Do ponto de vista do pós-modernismo americano, o conceito oitocentista do eu poético (tal como é delineado pelos decadentes, pelos simbolistas, pelo grupo dos nabis, etc.) equivale hoje a cumplicidade e aquiescência, quando apresentada pura. A cultura da apropriação eliminou essa opção. (Tem ainda algum valor como ponto de intersecção. Por exemplo, Bell Hooks usa-a para introduzir outros discursos.) Embora esteja a precisar de ser revista, a palavra de ordem modernista de Asger Jorn "A vanguarda nunca desiste!" continua a ter alguma relevância. A revolução em ruínas e o labirinto da apropriação esvaziaram a reconfortante certeza da dialéctica. O separar das águas marxista, durante o qual os meios de opressão possuíam uma identidade clara e o caminho da resistência era unilinear, desapareceu no vazio do cepticismo. No entanto, isso não é razão para as pessoas se renderem. Georges Bataille, surrealista votado ao ostracismo, apresenta uma opção ainda não totalmente explorada: na vida quotidiana, em vez de enfrentar a estética da utilidade, atacar pela retaguarda, por meio da economia não-racional do perverso e do sacrificial.
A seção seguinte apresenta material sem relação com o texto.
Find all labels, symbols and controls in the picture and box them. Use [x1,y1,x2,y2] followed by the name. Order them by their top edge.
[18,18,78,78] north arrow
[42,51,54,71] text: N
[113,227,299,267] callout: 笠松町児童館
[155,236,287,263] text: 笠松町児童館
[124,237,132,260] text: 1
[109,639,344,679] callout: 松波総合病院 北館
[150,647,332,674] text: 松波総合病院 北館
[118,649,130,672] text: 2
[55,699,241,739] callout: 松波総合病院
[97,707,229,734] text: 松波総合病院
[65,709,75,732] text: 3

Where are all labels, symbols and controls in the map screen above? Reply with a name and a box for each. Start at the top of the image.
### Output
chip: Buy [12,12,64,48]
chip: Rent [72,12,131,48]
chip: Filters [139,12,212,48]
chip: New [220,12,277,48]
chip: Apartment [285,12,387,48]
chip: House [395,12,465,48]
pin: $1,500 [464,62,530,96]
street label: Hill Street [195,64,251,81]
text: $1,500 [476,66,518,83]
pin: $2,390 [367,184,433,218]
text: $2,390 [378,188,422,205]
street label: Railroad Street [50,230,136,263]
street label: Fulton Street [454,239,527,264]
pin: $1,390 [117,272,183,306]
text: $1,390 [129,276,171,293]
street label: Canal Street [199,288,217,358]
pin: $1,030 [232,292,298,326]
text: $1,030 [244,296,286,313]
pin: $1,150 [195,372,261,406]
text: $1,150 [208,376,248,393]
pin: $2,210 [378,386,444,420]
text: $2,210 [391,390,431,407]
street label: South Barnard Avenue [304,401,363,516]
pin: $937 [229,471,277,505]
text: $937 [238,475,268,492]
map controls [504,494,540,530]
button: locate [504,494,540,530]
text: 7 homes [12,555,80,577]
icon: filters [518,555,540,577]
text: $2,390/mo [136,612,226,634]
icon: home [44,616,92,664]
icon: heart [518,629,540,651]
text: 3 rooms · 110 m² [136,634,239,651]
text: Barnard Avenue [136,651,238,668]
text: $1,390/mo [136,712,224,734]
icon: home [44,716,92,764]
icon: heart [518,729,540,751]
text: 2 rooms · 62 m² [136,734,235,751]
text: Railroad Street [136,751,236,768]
Tal estratégia oferece a possibilidade de intersectar a agitação externa e interna.
A importância do movimento da desilusão, de Baudelaire a Artaud, foi os seus membros terem imaginado a economia sacrificial. Contudo, a ideia que tinham dela era, em geral, limitada a um teatro de tragédia elitista e por conseguinte reduzia-a a um tema de exploração "artística". Para complicar ainda mais as coisas, a apresentação artística do perverso era sempre tão séria que os sítios de aplicação eram muitas vezes ignorados. A assombrosa constatação de Artaud de que aparecera o corpo sem órgãos, embora ele não tivesse bem a certeza do que isso poderia ser, limitava-se à tragédia e ao apocalipse. Sinais e vestígios do corpo sem órgãos surgem ao longo da experiência terrena. O corpo sem órgãos é Ronald McDonald, não uma estética esotérica; afinal, existe um espaço crítico para a comédia e o humor como meios de resistência. Talvez esse seja o maior contributo da Internacional Situacionista para a estética pós-moderna. O Nietzche bailarino existe.
Além da retirada tornada estética, uma variedade mais sociológica agrada aos resistentes românticos — uma versão primitiva do desaparecimento nómada. Trata-se da retirada desiludida para áreas fixas que iludem a vigilância. Tipicamente, a retirada dá-se para as áreas rurais onde a cultura é mais neutralizada, ou para bairros urbanos onde a noção de território não existe. O princípio básico é alcançar a autonomia ocultando-se da autoridade social. Tal como nas sociedades de bandos, cuja cultura não pode ser atingida porque não pode ser localizada, a liberdade de todos os que participam no projecto é intensificada. Contudo, e ao contrário das sociedades de bandos, que emergem num dado território, estas comunidades transplantadas são sempre atreitas a infecções contraídas através do espectáculo, da linguagem e mesmo da nostalgia pelos ambientes, rituais e hábitos anteriores. Essas comunidades são inerentemente instáveis (o que não é necessariamente negativo). Se essas comunidades podem ou não ser transformadas em bases de resistência eficazes, deixando de ser acampamentos para desiludidos e derrotados (como na América dos finais da década de sessenta, princípios da década de setenta), é o que ainda se há-de ver. Resta saber, porém, se uma eficaz base de resistência sedentária não será rapidamente exposta e minada, não chegando a durar o suficiente para ter qualquer efeito.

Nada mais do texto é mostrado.